Beaucoup veulent agir de façon écologique et durable, mais qui le fait réellement dans la vie quotidienne? «Migros Magazine» a enquêté à l’échelle nationale. Résultats: la viande, l’avion n’ont plus la cote. Parallèlement le CO2 reste pour nombre d’entre nous une valeur abstraite.

Texte Kian Ramezani
Date
Bild: Getty Images

Selon le sondage de «Migros Magazine», 55% des Suisses déclarent faire attention aux émissions de CO2 lors de leurs achats (crédit: Getty Images).

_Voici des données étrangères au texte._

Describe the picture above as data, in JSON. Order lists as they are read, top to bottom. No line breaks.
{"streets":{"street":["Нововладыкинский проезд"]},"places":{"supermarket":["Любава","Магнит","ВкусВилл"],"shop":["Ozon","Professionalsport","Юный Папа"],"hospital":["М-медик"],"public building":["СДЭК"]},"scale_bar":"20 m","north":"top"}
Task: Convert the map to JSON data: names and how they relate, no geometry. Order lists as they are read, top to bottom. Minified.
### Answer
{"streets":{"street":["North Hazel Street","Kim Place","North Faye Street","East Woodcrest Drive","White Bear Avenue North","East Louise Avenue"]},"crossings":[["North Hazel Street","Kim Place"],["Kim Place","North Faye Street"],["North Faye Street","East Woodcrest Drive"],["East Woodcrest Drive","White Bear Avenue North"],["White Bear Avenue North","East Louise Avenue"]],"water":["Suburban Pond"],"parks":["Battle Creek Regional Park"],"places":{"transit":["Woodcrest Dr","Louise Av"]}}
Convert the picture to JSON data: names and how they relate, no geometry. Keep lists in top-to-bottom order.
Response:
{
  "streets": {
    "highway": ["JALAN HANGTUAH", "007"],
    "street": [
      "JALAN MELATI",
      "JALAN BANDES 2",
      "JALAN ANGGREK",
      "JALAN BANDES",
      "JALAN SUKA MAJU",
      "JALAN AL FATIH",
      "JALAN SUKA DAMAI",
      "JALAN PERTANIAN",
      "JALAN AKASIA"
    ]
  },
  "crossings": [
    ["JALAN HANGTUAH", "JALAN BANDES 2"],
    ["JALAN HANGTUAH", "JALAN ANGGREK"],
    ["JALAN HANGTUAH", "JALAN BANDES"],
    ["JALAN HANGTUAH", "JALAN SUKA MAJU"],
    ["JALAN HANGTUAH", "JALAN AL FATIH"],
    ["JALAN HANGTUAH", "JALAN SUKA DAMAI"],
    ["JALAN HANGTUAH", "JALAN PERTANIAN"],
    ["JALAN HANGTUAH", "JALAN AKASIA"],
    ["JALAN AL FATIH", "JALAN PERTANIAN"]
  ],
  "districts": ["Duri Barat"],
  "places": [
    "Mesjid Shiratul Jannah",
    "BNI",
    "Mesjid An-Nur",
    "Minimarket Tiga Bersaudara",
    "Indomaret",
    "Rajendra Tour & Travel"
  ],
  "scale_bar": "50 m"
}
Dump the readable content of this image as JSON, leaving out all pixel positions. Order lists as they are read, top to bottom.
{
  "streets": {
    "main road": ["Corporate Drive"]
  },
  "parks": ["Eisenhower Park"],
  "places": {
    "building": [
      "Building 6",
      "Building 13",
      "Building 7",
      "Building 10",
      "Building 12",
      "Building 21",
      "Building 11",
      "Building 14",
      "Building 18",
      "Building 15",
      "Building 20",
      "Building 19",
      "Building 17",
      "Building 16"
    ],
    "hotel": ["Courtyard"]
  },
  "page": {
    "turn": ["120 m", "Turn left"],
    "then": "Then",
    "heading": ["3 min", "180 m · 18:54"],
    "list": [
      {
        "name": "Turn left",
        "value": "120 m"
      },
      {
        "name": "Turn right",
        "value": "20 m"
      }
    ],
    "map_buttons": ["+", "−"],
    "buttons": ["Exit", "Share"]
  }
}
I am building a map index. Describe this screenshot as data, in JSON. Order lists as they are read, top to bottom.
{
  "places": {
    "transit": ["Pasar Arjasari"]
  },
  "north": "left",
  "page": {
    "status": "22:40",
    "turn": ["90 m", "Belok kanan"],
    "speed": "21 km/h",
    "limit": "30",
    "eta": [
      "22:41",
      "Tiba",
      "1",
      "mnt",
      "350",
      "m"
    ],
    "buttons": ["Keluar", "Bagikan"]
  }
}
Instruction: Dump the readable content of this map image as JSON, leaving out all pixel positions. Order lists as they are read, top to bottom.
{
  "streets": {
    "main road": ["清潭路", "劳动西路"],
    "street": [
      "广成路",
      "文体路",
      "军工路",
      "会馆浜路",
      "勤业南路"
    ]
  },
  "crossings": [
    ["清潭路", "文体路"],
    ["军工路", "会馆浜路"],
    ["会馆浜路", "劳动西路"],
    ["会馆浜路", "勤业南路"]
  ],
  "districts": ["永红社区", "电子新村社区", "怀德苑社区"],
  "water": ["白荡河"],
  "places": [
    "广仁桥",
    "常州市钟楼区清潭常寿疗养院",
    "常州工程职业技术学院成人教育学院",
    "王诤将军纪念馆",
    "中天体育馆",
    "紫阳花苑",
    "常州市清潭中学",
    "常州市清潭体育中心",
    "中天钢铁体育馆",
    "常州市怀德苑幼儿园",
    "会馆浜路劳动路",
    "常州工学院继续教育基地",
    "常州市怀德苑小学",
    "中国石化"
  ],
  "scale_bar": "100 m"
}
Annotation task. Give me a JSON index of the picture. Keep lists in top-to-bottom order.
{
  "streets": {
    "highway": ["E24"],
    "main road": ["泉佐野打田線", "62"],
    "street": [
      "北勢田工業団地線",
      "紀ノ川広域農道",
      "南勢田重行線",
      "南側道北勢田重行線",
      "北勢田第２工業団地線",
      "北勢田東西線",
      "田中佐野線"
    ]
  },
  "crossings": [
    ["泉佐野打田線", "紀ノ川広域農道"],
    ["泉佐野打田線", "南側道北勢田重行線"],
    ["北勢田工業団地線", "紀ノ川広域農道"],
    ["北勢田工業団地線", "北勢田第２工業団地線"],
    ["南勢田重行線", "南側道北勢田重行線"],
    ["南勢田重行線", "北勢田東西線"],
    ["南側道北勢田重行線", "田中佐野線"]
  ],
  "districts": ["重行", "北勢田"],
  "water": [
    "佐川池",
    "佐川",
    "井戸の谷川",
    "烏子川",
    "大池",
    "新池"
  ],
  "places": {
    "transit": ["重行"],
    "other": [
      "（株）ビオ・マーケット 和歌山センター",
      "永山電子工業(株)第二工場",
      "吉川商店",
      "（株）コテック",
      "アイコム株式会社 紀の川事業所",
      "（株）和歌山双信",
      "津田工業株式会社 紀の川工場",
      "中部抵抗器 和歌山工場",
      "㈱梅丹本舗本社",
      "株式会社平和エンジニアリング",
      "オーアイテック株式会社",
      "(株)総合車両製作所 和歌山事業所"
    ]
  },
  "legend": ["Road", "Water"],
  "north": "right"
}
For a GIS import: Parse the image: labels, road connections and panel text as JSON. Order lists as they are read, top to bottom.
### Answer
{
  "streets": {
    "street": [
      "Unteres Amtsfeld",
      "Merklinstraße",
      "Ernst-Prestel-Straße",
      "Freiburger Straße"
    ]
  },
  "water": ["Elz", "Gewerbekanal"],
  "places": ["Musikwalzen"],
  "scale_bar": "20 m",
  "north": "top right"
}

La consommation durable est à l’ordre du jour si nous souhaitons léguer aux générations futures une planète intacte et agréable à vivre. Un point sur lequel tout le monde est plutôt d’accord. Après le rejet de la loi sur le CO2 en juin, des doutes discrets sont apparus. Les Suisses prennent-ils au sérieux la protection de l’environnement et du climat? Une enquête représentative* commandée par «Migros Magazine» fournit des résultats surprenants: seule la moitié des personnes interrogées affirme faire attention aux émissions de CO2 lors de sa consommation.

Dans l’ensemble, l’image qui se dégage est celle d’une majorité concernée qui apporte sa contribution ou veut le faire. Que ce soit en achetant des produits régionaux, en se passant de sacs en plastique ou en prenant moins l’avion. Cependant, nous jugeons sans doute nos actions plus durables qu’elles ne le sont en réalité, estime Jakub Samochowiec, du Gottlieb Duttweiler Institute, qui a analysé les résultats de l’enquête (lire ci-dessous).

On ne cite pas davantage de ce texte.